Be sure to check out our video so that you can see just how easy it is. Thank you, thank you for tuning in!
cooking information
- Yield: 8-10 Bowls for Dinner
- Prep Time: 5 minutes
- Cooking Time: 20 minutes
all ingredients
- 3 32 Oz. Boxes Chicken Stock
- 1 Box Frozen Chopped Spinach
- 1/4 Cup Dried Acine de Pepe
- 2 Whole Eggs
- 1/3 Cup Grated Parmesan
recipe instruction
1. Into a large sauce pot, pour all of your chicken stock and frozen brick of spinach. Bring it all to a boil and stir as the spinach thaws.
2. Once the stock is boiling add your dried pasta and cook for the allotted time. (Approximately 4-6 minutes)
3. In a small bowl, crack your eggs and whisk together with your with Parmesan cheese.

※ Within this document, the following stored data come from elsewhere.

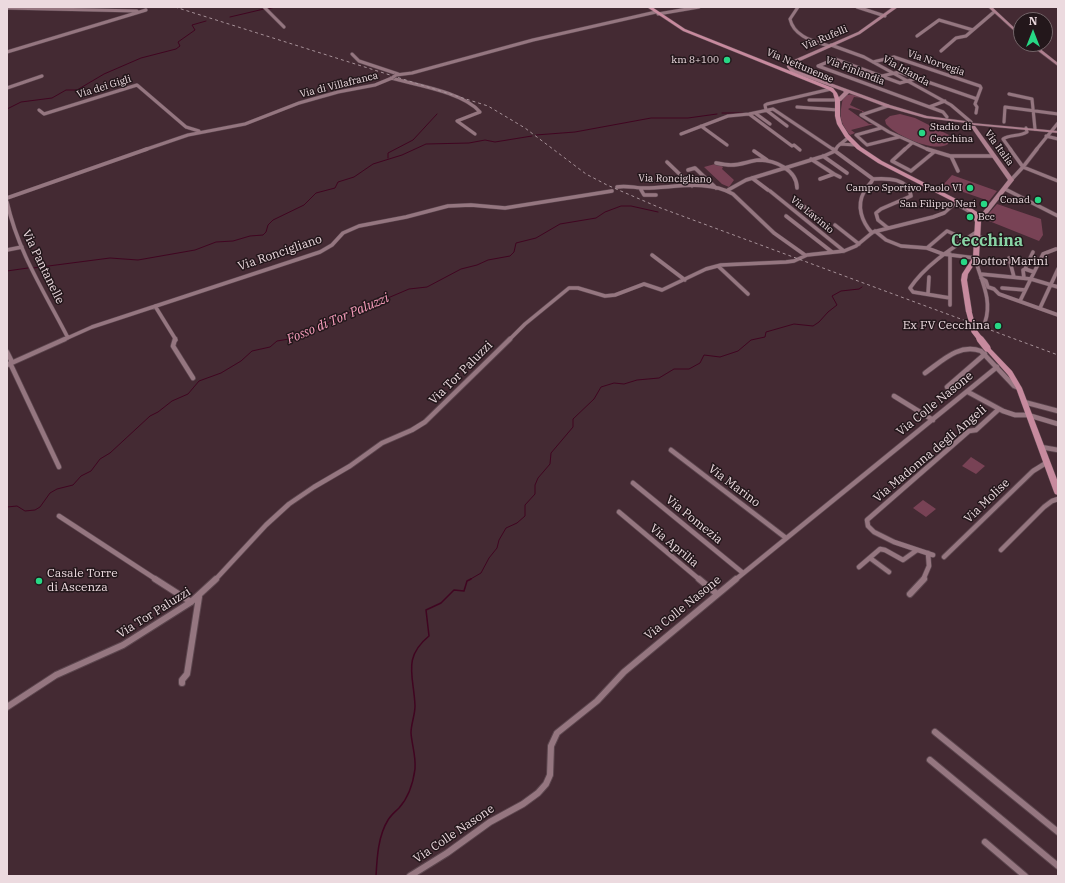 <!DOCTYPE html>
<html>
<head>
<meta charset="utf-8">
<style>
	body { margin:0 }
	#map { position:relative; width:1065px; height:883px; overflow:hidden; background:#442a33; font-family:"IBM Plex Serif",serif }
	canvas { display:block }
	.frame { position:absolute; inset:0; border:8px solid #ecdadf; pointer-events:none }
	.north { position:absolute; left:1013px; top:12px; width:40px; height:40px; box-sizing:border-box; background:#23171b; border:1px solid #736569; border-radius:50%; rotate:0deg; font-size:11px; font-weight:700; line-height:16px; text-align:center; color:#ecdadf }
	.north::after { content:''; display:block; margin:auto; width:14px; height:18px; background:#27d885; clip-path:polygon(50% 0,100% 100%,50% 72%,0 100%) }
</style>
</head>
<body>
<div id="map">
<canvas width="1065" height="883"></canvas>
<div class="frame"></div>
<div class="north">N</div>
</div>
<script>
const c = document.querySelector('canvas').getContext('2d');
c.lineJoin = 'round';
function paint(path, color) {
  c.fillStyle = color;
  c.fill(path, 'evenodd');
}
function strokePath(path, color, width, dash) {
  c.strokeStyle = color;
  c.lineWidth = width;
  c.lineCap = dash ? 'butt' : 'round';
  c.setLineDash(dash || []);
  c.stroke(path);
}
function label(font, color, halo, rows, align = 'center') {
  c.font = font + ' "IBM Plex Serif",serif';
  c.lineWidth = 3;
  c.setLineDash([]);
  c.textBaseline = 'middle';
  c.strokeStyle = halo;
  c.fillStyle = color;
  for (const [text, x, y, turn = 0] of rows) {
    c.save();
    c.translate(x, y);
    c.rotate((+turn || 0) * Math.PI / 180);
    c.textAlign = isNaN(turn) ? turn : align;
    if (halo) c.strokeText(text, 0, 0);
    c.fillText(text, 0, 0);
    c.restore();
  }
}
paint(new Path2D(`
	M853 94 863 98 854 97 850 105 865 112 862 113V111L850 108 848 109 869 124H874L851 130 855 133 850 135C838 120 840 115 843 97L847 95Z
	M900 114 915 118 955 138H950L948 144C934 153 896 136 886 124L885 120 890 116Z
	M715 164H720L723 167 722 169 734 180 729 187 722 184 704 167Z
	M952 175 997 191 989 201 943 185Z
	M997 204 1041 219 1043 235 1039 241 984 219Z
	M971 457 985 466 976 474 962 466Z
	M923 500 936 509 926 517 913 508Z`), '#784255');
strokePath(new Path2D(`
	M268 9 275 7
	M230 17 264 9
	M7 109 21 102 52 98 66 90H77L104 74 141 58 176 49 180 46 178 42 195 30 192 25 206 21
	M722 113H743
	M536 135 575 132 651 118H688L717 114
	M388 158V153L413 140 437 114
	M33 268 110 258 138 260 195 250 216 242 233 241 250 236 263 235 266 232 268 225 273 220 304 205 316 193 335 188 338 182 354 177 373 164 402 155 426 144 469 143 485 140 495 142 532 136
	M7 271 28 268
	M7 507 17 506 25 511 35 510 40 507 50 493 57 489 73 485 81 476 91 471 100 459 110 453 150 416 158 412 172 401 188 394 199 381 221 373 241 361 252 351 270 347 277 341 301 337 342 315 362 309 409 289 427 287 461 269 477 265 488 260 510 256 514 252 516 243 536 238 560 224 596 218 605 212 621 206H631L658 212
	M469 580 481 573 489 558 497 548 499 540 506 528 517 523 525 516V505L535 494V485L538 478 550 464 551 453 573 427V419L594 399 601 387 614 383 624 384 637 380 659 378 674 369H689L700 363 704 355 720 357 738 351 751 340 765 337 766 332 794 324 813 326 819 322 828 312 837 305 832 296 841 291 859 289 862 287`), '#400521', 1);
strokePath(new Path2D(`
	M376 876C377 858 378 836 388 820 391 815 395 812 399 808 409 797 413 784 415 769 416 755 412 746 411 733 411 724 415 715 415 706 414 676 402 658 429 636L426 610 441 603 454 590 464 591 467 581 471 579`), '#400521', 1.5);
const streetFar3 = new Path2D(`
	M264 7 284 27
	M798 7 790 19C794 37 814 41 829 46
	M857 7 885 16
	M7 8 137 11
	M658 14 699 7
	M917 36 939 20 973 30 994 12
	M831 45 864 57 951 105 971 122
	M941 51 956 38 966 36 973 30
	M7 52 146 10
	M352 54 359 61 398 74
	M873 62 894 57 980 86 981 88 975 104 977 107 976 113
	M818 66 943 112 947 117
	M818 66 835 59 900 83 918 78
	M396 75 412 73 533 40 656 12
	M882 76 899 72 977 99
	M391 78C416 85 463 92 480 112L457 121 475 134
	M7 88 42 76
	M1009 94 1032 99 1035 129
	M809 100H839
	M888 106 861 115 889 132 929 150
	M797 107 838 110
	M929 107 945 101
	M39 110 44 114 137 85 186 127 199 131
	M766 110 765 105 767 104 831 89
	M766 110 787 126
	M755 113 770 124
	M749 114 792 146 794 145 800 150
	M1004 122 1005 107 1058 114
	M701 126 727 145
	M881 128 856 135 867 145 899 137
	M681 134 728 116 749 114 773 109 834 150
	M1046 136 1058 139
	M840 144 856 145
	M144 150 188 135 245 124 299 103 338 92 375 85 392 78
	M835 150 838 146 849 137
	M904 150 912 143
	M1011 150 1003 139C1010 134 1019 137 1027 132L1026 128
	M1036 150 1058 123`);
const streetFar2 = new Path2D(`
	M836 149 835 151 873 179C871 184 866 187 864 192 856 206 862 222 872 233
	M905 149 892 161 911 171 934 152
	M927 149 950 156H992
	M1010 149 1023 167 1011 180
	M1037 149 1023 167 1058 181
	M754 151 767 160
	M823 156 847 173
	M951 156 958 171
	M811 159 834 174 820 179
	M667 162 692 186
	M716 163C721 164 726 165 731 165 741 165 749 161 759 160 775 160 797 170 797 188
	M688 170 695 168 716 188
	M834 174 840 177
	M752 178 768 190
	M873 179C888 178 908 178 911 196L881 209 876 213 878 220 888 228
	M617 187C626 185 635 188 645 188 673 188 706 179 733 194L774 233 805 255
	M640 188 644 195H656
	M1005 189 1058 216
	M728 190 746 180 824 156 835 151 833 149
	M770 191 844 251
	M7 198 147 149
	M7 202C18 252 45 293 68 338
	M802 205 813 213
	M786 216 832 252
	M835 225 859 244
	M875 231 886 240 901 246 927 248 943 254 975 258
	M977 237 1004 241
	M927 248 947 231 965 239
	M7 250 22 247
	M950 254V305
	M652 255 685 280
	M1009 258 1014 277
	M974 260 977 265C983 284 992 302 985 322
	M718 266 748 294
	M1025 269 1033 252
	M980 274 1031 279 1058 287
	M981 278 986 281 988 287 994 289 999 294 1058 315
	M1024 278 1023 270 1025 269 1034 272
	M1002 288 1025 290
	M928 294 929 277
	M950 298 913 292 910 288C926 264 954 247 978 231
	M1020 301 1043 254 1056 249
	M155 306 176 340
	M1040 308 1058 269
	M63 340 92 327 320 252 332 245 343 233 359 226 406 217 448 206 471 205 505 208 612 191
	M509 340 525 324 569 288H578L605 296 615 295 644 284 662 290 706 269 721 265 786 262 794 261 807 255 844 251 856 246 873 232 933 217 944 213 953 205 960 206 976 215`);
const streetFar1 = new Path2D(`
	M175 339 173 346 193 378
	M7 352 12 362
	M10 363 59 467
	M7 365 65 339
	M925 373C942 361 959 343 981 351L1014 386 1019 388
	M947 387 985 354
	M968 392 1003 411 1015 415H1028L1058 424
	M894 396 933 420
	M1024 402 1058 411
	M1041 447 1058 450
	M671 450 786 538
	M633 483 743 573
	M619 512 700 580
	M59 516 157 580
	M1001 550 1044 507 1052 501 1058 499
	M933 555 894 542 874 532 868 526 867 520 969 431 976 430 999 409
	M944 557 1033 471 1046 463
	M870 558 889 572
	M859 567 880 549 885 550 903 560 917 550
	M215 580 266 525 289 504 314 487 350 466 382 443 412 430 425 422 510 339
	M735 580 997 367
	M923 580 929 566 928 553`);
const street = new Path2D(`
	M155 579 191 602
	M699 579 717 594
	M910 594 924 579
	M182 683V680L187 674 199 597
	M7 707 56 675 123 645 191 602 216 579
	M935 732 1058 832
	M930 760 1058 866
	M985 842 1025 876
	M410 876 447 853 490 822 523 804 538 793 546 784 550 775 551 746 557 733 597 701 624 672 736 579`);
const secondary = new Path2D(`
	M893 7H898L860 34 791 65V67L795 70 890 105 927 116 965 121H967V123L925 118 886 107 849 93 841 101H837V99L844 92 843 91 791 72 787 67V63L858 32Z
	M988 7H992L1021 34V37Z
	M1029 44H1034L1058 63V66Z
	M972 123 1058 131V133L974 125 972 124Z
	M971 126H975L1014 180 980 223 978 224 975 222 1008 180 971 127Z`);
const primary = new Path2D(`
	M647 7H652L685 29 833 88 837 93 840 100V116L842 124 849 135 861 147 882 161 962 202 977 212 981 222 979 257 968 274 967 280 972 312 971 313 969 314 966 312 961 280 962 274 973 257 975 222 972 213 958 204 878 163 857 149 845 137 837 124 835 116V100L833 93 829 90 683 31Z
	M987 346 989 347 1012 371 1022 388 1058 482V495L1055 494 1054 492 1016 388 1008 375 985 349 984 348Z`);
strokePath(streetFar3, '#5c464e', 4);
strokePath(streetFar2, '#5c464e', 4.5);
strokePath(streetFar1, '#5c464e', 6);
strokePath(street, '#5c464e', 8);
strokePath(secondary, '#5c464e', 1);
strokePath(primary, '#5c464e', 1);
strokePath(streetFar3, '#957680', 3);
strokePath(streetFar2, '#957680', 3.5);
strokePath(streetFar1, '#957680', 4.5);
strokePath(street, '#957680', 6);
paint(secondary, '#ae808f');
paint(primary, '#c78a9e');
strokePath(new Path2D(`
	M175 7 488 106 525 128 586 174 607 185 658 207 1058 355`), '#a69198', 1, [3, 3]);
const streetBridge = new Path2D(`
	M392 78 396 75`);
const primaryBridgeFar1 = new Path2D(`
	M969 312 974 331 981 340`);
const primaryBridge = new Path2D(`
	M980 339 987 348`);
strokePath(streetBridge, '#5c464e', 4, []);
strokePath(primaryBridgeFar1, '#5c464e', 6, []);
strokePath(primaryBridge, '#5c464e', 8, []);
strokePath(streetBridge, '#957680', 3);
strokePath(primaryBridgeFar1, '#c78a9e', 5.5);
strokePath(primaryBridge, '#c78a9e', 7);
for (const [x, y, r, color] of [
	[727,60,4,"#27d885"],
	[922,133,4,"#27d885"],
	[970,188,4,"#27d885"],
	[1038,200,4,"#27d885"],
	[984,204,4,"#27d885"],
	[970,217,4,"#27d885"],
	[964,262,4,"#27d885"],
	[998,326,4,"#27d885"],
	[39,581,4,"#27d885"]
]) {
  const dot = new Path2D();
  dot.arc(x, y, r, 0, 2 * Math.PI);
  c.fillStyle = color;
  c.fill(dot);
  strokePath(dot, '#23171b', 1.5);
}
label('10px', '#ecdadf', '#23171b', [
	["Via Rufelli",825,38,-23],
	["Via Norvegia",936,63,19],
	["Via Nettunense",800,66,23],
	["Via Finlandia",855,71,21],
	["Via Irlanda",906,71,29],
	["Via di Villafranca",339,85,-14],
	["Via dei Gigli",104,87,-17],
	["Via Italia",999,148,54],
	["Via Roncigliano",675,179,1],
	["Via Lavinio",812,215,39]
]);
label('10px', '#ecdadf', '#23171b', [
	["km 8+100",719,60],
	["Stadio di",930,127,"left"],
	["Cecchina",930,139,"left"],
	["Campo Sportivo Paolo VI",962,188],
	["Conad",1030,200],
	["San Filippo Neri",976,204],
	["Bcc",978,217,"left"]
], 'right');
label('12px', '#ecdadf', '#23171b', [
	["Via Roncigliano",280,253,-19],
	["Via Pantanelle",43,267,64],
	["Via Tor Paluzzi",461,373,-45],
	["Via Colle Nasone",935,404,-39],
	["Via Madonna degli Angeli",930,454,-40],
	["Via Marino",734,486,37],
	["Via Molise",987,501,-44],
	["Via Pomezia",694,520,39],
	["Via Aprilia",674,546,40],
	["Via Colle Nasone",683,608,-39],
	["Via Tor Paluzzi",154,613,-32],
	["Via Colle Nasone",454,834,-34]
]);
label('12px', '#ecdadf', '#23171b', [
	["Dottor Marini",972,262],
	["Ex FV Cecchina",990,326,"right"],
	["Casale Torre",47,574],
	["di Ascenza",47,588]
], 'left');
label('italic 13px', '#fda1c0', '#23171b', [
	["Fosso di Tor Paluzzi",338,319,-23]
]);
label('bold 16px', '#89d4a5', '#23171b', [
	["Cecchina",987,241]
]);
</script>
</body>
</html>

4. Just about 2 minutes before serving, pour in the egg mixture, stirring as you pour. The eggs will cook quickly in the hot broth and create dumpling-type masses similar to an egg drop soup.
5. Serve and enjoy!
cooking tips
- These are all ingredients you probably keep handy in your pantry! Plus this is a one-pot dinner. Good news all around…
- If you find that the pasta has soaked up too much of the broth when you go to re-heat any leftovers, just pour in more broth to your liking. (I actually like it kind of thick, so it never bothers me, but make it just how it sounds good to you.)